The London-based but Asia-focused bank also vowed to continue to cooperate fully with authorities to strengthen its compliance policies after the so-called "deferred prosecution agreement" with the US Department of Justice.
"We accept responsibility for our past mistakes. We have said we are profoundly sorry for them, and we do so again," group chief executive Stuart Gulliver said in the statement.
"The HSBC of today is a fundamentally different organisation from the one that made those mistakes.
"We are committed to protecting the integrity of the global financial system. To this end we will continue to work closely with governments and regulators around the world," Gulliver added.
US lawmakers accused the global bank in July of giving Iran, terrorists and drug dealers access to the US financial system. The firm soon afterwards apologised for failing to apply anti-laundering rules, and a senior executive resigned.

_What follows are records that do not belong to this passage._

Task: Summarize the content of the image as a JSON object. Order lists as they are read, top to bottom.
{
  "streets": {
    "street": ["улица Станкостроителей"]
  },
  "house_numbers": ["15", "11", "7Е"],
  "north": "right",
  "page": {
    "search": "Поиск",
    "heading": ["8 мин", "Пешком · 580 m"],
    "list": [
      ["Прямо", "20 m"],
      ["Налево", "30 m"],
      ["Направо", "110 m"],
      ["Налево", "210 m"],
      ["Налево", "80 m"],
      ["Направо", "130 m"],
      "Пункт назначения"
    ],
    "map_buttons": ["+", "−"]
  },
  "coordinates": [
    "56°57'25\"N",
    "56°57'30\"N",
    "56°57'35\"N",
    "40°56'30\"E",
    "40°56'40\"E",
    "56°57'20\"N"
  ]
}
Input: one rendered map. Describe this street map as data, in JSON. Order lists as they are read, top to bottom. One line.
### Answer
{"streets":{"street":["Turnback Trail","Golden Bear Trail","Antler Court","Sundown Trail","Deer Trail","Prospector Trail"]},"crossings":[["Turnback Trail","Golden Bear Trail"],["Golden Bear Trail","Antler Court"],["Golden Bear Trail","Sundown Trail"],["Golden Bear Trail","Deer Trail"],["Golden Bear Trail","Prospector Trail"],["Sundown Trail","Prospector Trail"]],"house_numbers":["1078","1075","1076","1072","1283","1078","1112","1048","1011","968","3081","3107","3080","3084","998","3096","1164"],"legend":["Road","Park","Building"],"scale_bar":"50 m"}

David Bagley, the head of group compliance for London-based HSBC, was forced to step down from his post in the wake of a US Senate subcommittee's damning report on the bank's operations.
In early November HSBC said it had set aside $1.5 billion for fines linked to money-laundering in the United States.
On Monday, British bank Standard Chartered agreed to pay the United States $327 million to settle charges it violated US sanctions on Iran as well as on Myanmar, Libya and Sudan, the US Treasury announced.
US authorities said the bank had stripped messages on financial transfers routed through US banks of information that would show the beneficiaries were businesses and entities that fell under US sanctions.
The fines from the Treasury's Office of Foreign Assets Control (OFAC) and other US federal and local regulators took to $667 million the total the bank has been charged for sanctions violations.